Oracle launching 'Big Data,' in-memory appliances

02.10.2011
Oracle is apparently adding two more members to its family of systems that combine hardware and software, including one that targets 'Big Data' and another with in-memory computing capabilities.

The Big Data Appliance and Oracle Exalytics Business Intelligence Machine were lined up outside the main keynote hall on Sunday at Oracle's OpenWorld conference in San Francisco.

A row of security guards stood before the roped-off machines, which also included Oracle's previously released Exadata database machine and Exalogic application server appliance. The guards ordered showgoers not to take photographs of the products until CEO Larry Ellison's keynote, which is scheduled for later Sunday. Ellison will presumably deliver more details on the new products, which have been expected for some time.

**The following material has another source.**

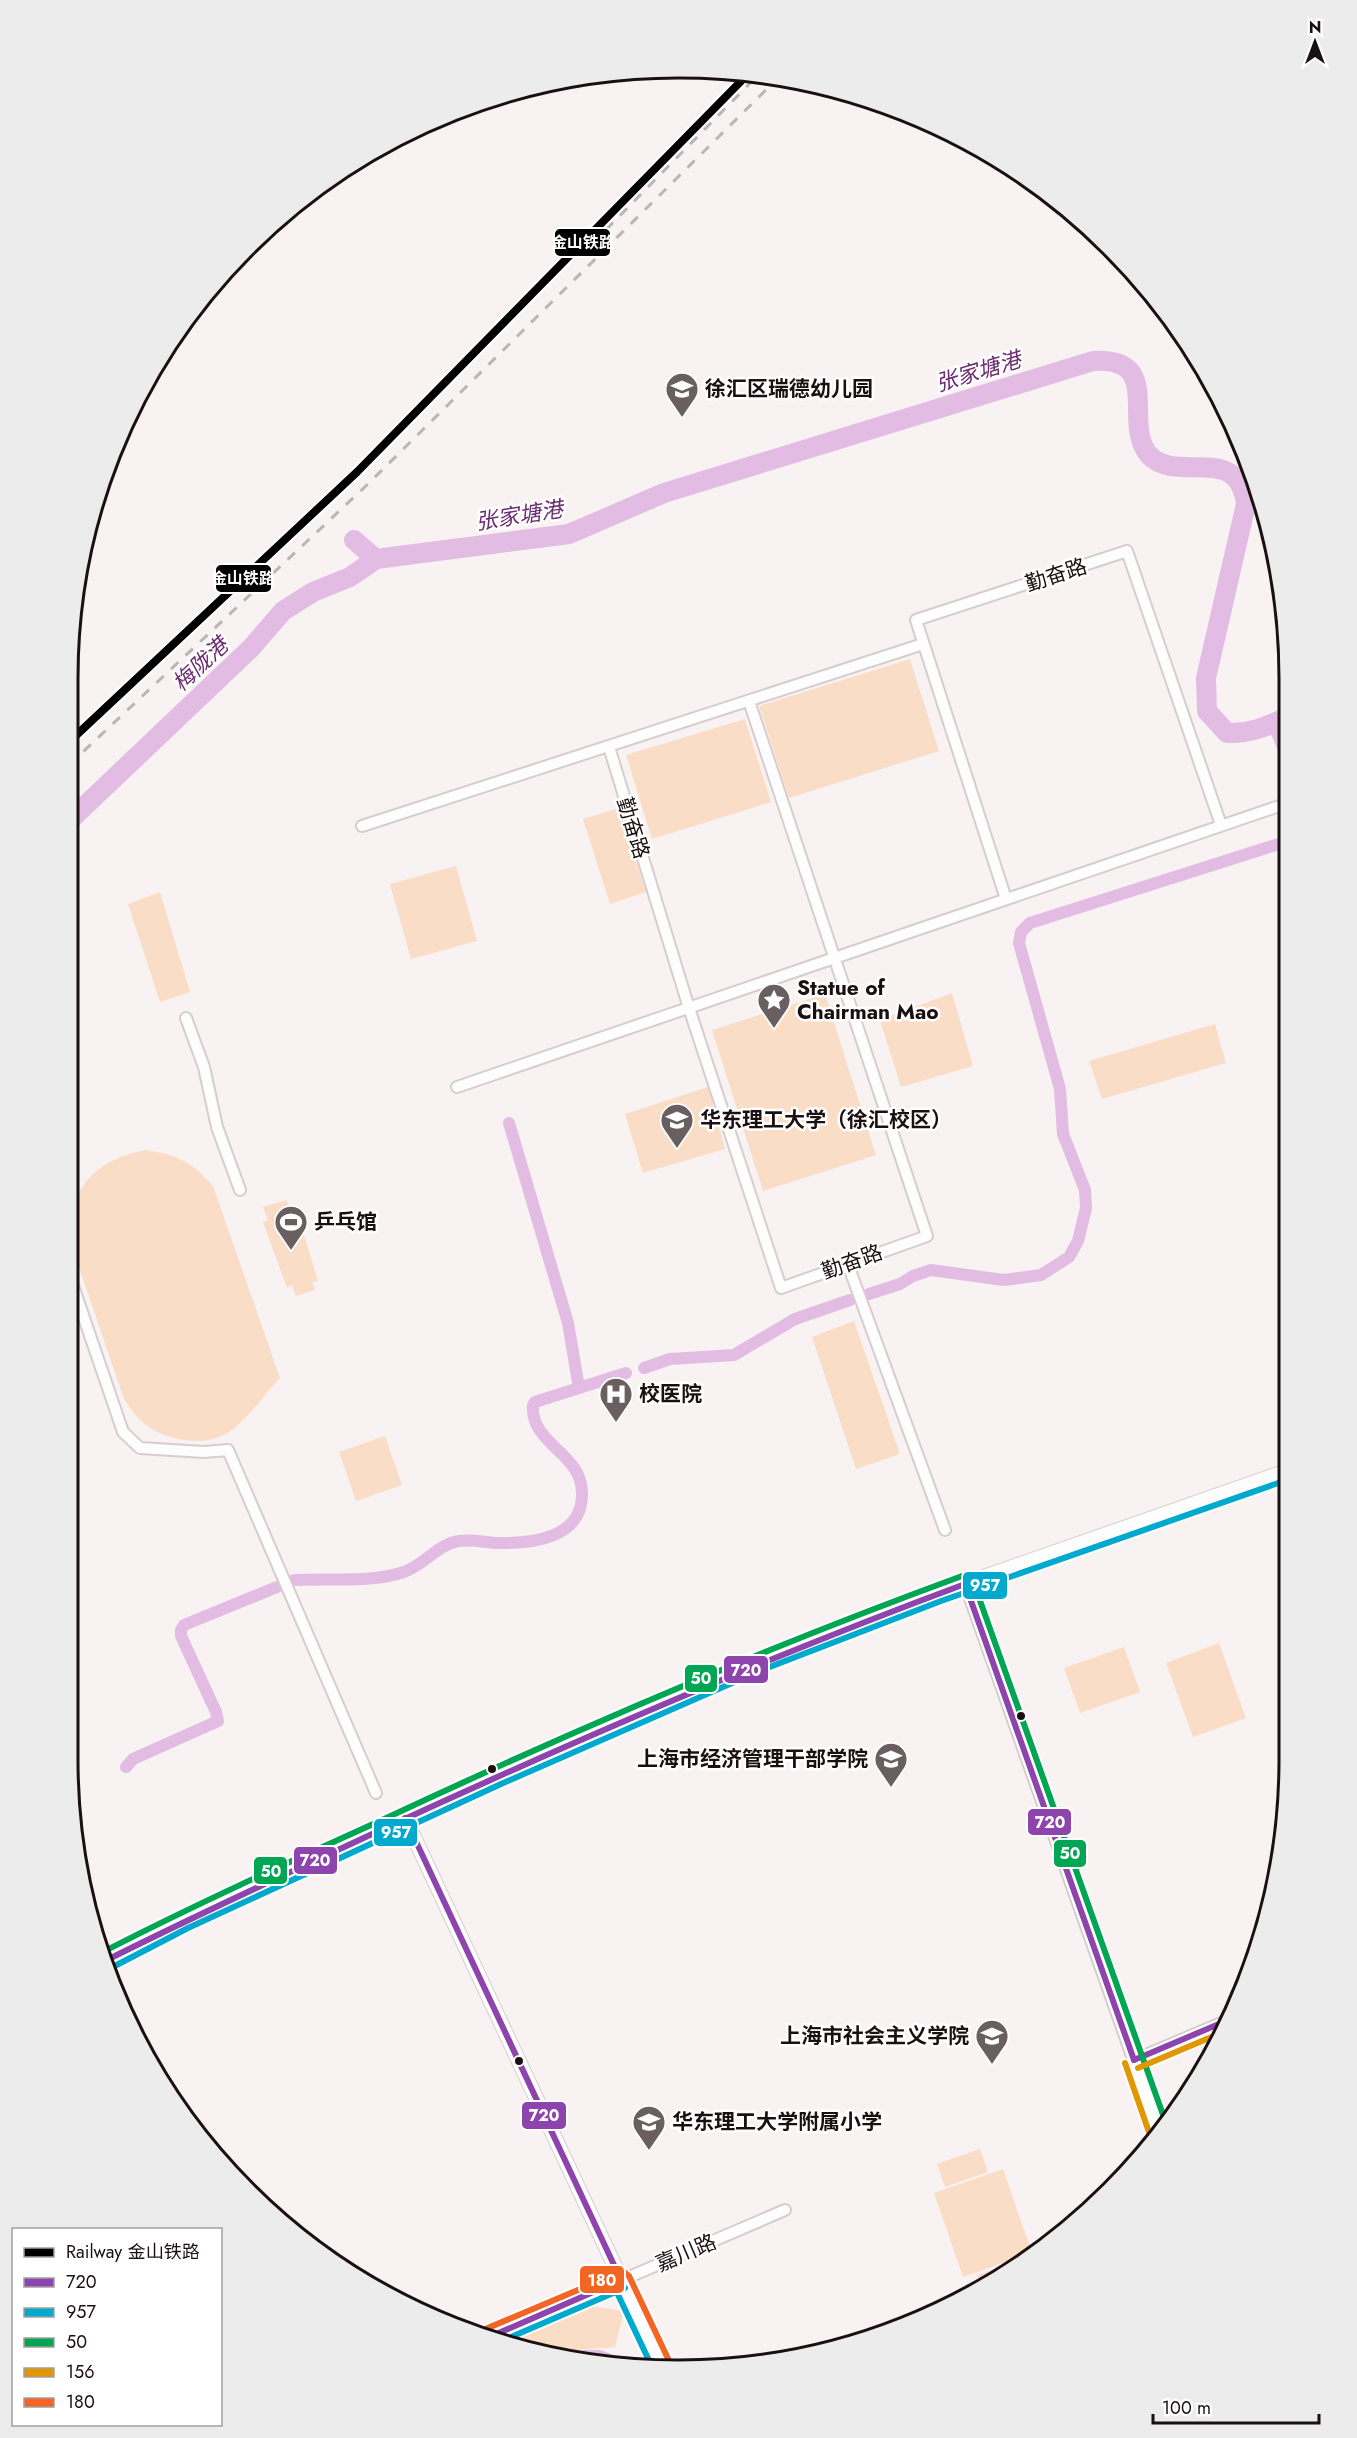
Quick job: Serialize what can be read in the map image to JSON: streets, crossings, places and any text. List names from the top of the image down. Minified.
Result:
{"streets":{"street":["勤奋路","嘉川路"]},"water":["张家塘港","梅陇港"],"places":{"school or university":["徐汇区瑞德幼儿园","华东理工大学（徐汇校区）","上海市经济管理干部学院","上海市社会主义学院","华东理工大学附属小学"],"place":["Statue of Chairman Mao"],"sports":["乒乓馆"],"hospital":["校医院"]},"lines":["rail line 金山铁路","transit line 957","transit line 50","transit line 720","transit line 156","transit line 180"],"legend":["Railway 金山铁路","720","957","50","156","180"],"scale_bar":"100 m","north":"top"}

Description cards that were visible from behind the security ropes gave a smattering of details about each new machine. The Big Data appliance is engineered to run the open-source Hadoop framework for large-scale data processing, as well the "Oracle NoSQL database." It also integrates with Exadata.

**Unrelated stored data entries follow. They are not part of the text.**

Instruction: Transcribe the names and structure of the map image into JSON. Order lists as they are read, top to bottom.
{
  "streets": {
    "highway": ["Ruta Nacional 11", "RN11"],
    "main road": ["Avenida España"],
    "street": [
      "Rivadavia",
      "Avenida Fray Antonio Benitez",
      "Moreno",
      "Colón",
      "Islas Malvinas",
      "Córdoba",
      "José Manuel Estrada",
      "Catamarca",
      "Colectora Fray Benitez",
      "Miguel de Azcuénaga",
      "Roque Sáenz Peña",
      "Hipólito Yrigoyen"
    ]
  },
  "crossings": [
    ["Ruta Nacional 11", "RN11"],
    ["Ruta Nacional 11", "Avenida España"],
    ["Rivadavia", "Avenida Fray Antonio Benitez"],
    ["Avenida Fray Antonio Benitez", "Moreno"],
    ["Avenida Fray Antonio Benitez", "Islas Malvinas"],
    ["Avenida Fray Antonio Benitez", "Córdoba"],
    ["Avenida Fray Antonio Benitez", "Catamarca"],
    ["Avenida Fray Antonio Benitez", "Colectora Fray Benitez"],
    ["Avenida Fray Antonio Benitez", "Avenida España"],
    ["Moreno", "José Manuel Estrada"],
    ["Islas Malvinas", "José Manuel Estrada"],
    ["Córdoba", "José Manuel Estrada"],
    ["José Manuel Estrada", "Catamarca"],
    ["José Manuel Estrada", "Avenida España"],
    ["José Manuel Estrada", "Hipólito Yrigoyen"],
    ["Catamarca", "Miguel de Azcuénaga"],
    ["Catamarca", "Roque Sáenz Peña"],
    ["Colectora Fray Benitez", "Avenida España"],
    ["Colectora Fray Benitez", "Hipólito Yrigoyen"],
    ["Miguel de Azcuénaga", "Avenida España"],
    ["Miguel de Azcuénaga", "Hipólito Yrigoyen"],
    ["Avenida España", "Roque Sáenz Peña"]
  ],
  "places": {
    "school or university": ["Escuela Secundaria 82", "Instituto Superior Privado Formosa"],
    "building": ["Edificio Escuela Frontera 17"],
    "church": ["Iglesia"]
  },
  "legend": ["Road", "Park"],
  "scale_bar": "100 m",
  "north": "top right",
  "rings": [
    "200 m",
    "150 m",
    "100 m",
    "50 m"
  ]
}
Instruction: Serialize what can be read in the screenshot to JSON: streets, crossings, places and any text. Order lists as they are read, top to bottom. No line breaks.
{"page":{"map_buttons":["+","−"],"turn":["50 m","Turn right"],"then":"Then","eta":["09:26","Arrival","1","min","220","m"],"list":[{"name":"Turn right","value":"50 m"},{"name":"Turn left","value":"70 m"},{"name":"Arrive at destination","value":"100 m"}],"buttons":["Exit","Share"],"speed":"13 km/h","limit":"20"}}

NoSQL is a catch-all term for data stores that are most easily defined "by what they exclude: SQL, joins, strong analytic alternatives to those, and some forms of database integrity," said analyst Curt Monash of Monash Research. "If you leave all four out, and you have a strong scale-out story, you're in the NoSQL mainstream."

"Using NoSQL can make sense when at least one of two things is paramount: low-cost scale-out or dynamic schemas," he added. "What you give up are the query flexibility and the easily automatic data integrity of SQL-based systems."